*What this task involves*. Go through the listing below and say how many lines contain "halo"; write nothing but the number.

*Material shown*.
BEGIN
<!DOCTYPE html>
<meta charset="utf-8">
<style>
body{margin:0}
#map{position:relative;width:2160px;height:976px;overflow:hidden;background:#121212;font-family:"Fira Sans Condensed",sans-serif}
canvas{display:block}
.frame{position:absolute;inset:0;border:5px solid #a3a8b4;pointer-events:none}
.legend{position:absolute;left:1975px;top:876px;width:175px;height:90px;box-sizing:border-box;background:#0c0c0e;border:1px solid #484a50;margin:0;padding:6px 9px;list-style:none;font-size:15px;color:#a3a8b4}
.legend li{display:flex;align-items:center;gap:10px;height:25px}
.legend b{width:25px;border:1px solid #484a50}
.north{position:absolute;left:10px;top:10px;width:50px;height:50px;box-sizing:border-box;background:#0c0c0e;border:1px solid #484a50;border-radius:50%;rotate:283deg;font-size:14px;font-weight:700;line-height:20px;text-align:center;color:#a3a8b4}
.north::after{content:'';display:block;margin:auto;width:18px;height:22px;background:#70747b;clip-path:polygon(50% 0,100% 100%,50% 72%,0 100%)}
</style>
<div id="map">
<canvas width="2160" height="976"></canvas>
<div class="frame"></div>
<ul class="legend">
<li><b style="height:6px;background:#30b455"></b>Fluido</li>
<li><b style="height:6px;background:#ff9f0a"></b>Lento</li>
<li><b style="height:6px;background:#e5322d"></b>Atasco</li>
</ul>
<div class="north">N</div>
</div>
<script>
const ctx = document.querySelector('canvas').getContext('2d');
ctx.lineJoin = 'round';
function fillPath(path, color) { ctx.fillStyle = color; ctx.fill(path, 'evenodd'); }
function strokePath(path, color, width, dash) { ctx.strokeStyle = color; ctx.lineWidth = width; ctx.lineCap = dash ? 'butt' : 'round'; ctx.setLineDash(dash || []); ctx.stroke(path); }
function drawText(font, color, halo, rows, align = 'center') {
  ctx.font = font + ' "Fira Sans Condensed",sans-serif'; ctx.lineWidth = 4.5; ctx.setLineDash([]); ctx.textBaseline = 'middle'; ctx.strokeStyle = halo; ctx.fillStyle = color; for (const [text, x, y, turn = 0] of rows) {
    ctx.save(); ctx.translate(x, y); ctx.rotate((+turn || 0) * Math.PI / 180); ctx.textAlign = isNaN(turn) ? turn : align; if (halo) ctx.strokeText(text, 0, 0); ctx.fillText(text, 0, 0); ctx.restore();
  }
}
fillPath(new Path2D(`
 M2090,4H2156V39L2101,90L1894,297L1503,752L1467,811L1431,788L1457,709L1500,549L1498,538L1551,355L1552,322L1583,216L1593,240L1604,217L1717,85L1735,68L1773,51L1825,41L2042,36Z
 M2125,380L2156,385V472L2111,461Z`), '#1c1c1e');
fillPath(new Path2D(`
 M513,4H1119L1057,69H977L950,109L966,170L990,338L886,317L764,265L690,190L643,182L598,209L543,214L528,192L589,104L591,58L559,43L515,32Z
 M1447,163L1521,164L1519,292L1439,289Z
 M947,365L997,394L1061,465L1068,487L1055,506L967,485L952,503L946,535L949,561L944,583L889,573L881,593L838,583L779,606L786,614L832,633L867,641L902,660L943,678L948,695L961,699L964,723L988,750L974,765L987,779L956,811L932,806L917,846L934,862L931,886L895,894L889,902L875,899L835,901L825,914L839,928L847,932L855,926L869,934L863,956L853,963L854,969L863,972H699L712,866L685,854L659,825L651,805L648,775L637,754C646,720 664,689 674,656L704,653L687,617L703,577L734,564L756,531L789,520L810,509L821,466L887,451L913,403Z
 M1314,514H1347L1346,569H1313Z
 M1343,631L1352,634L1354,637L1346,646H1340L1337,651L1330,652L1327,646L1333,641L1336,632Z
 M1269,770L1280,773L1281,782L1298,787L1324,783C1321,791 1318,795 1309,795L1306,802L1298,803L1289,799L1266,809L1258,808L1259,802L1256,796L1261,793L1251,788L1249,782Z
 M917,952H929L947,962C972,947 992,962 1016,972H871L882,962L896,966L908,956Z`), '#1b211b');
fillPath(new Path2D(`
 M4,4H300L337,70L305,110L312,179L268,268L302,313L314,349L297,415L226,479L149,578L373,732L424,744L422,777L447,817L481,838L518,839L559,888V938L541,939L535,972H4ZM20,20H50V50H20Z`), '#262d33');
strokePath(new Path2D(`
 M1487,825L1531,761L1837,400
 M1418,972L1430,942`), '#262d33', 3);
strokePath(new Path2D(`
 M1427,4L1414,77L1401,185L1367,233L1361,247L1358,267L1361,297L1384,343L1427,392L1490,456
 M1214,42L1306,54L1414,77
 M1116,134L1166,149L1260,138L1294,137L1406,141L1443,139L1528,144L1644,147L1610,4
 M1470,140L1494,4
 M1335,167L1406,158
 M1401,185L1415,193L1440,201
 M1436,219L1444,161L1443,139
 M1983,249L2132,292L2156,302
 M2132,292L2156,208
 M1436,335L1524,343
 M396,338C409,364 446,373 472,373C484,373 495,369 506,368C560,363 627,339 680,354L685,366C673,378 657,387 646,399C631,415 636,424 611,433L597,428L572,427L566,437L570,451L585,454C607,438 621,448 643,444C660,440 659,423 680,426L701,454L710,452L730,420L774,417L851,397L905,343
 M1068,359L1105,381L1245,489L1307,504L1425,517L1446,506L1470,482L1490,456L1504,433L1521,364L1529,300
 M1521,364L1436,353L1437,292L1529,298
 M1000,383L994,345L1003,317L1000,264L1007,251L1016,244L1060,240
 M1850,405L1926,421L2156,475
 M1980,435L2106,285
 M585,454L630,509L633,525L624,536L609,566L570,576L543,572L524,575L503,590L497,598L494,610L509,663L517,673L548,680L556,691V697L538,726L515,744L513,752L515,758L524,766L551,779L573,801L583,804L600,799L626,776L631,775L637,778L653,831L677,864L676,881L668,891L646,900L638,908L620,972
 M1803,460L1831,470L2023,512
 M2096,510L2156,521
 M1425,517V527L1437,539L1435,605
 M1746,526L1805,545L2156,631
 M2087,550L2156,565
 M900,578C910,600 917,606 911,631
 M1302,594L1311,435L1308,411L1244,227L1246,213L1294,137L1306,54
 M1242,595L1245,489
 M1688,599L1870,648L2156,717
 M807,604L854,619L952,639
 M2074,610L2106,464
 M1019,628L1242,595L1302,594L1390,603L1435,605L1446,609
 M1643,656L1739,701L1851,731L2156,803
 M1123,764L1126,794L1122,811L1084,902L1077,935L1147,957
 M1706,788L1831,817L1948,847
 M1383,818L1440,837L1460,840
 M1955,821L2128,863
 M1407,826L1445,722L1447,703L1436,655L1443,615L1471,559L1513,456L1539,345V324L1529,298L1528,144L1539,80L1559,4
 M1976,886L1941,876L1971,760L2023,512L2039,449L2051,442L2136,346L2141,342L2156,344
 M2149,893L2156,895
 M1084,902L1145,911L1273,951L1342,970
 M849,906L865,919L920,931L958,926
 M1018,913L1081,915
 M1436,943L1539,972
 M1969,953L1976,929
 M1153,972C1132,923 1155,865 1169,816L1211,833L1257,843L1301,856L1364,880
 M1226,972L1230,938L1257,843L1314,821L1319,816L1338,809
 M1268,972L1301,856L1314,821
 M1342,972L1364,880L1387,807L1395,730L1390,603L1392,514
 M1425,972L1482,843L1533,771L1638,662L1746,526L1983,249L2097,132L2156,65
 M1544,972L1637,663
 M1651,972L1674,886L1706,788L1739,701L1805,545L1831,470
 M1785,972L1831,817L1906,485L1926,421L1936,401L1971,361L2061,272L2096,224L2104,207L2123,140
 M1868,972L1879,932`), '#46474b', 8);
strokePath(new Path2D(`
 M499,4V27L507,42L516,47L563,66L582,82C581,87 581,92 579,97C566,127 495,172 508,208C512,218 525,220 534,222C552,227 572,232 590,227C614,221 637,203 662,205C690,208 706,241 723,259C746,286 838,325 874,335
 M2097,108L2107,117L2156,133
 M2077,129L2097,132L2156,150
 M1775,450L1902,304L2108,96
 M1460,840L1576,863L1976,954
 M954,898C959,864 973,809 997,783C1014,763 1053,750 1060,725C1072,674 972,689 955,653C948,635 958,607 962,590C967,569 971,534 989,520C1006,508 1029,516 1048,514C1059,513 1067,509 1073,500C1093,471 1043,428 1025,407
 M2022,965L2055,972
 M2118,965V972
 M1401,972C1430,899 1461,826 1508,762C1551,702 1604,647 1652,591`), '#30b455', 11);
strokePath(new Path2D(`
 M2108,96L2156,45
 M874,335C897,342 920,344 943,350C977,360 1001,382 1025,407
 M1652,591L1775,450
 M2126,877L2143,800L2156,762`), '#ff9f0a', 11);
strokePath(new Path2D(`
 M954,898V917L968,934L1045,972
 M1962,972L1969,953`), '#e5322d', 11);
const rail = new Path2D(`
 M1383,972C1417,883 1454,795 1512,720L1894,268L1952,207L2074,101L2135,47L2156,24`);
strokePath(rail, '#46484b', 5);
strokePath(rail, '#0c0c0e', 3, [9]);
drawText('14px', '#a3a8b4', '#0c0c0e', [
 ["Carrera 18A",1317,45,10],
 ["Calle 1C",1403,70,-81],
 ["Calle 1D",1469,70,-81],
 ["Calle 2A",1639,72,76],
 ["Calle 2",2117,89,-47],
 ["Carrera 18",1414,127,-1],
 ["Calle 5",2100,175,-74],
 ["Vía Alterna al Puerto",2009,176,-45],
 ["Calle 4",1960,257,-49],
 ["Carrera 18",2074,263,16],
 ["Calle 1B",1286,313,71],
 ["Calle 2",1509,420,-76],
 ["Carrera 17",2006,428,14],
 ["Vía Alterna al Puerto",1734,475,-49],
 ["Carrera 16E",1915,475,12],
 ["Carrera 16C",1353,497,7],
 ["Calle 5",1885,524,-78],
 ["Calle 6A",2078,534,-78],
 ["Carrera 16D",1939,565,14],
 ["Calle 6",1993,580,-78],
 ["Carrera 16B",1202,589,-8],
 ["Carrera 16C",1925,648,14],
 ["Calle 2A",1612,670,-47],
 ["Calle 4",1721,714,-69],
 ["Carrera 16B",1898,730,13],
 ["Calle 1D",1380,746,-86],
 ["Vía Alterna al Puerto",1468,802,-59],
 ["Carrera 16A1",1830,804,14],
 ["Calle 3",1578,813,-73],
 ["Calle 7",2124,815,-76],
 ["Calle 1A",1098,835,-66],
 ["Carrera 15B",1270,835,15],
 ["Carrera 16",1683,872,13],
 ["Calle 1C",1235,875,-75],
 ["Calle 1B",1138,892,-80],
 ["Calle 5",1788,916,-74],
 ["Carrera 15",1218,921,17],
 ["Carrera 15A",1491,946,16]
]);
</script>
END
*Written solution*. 3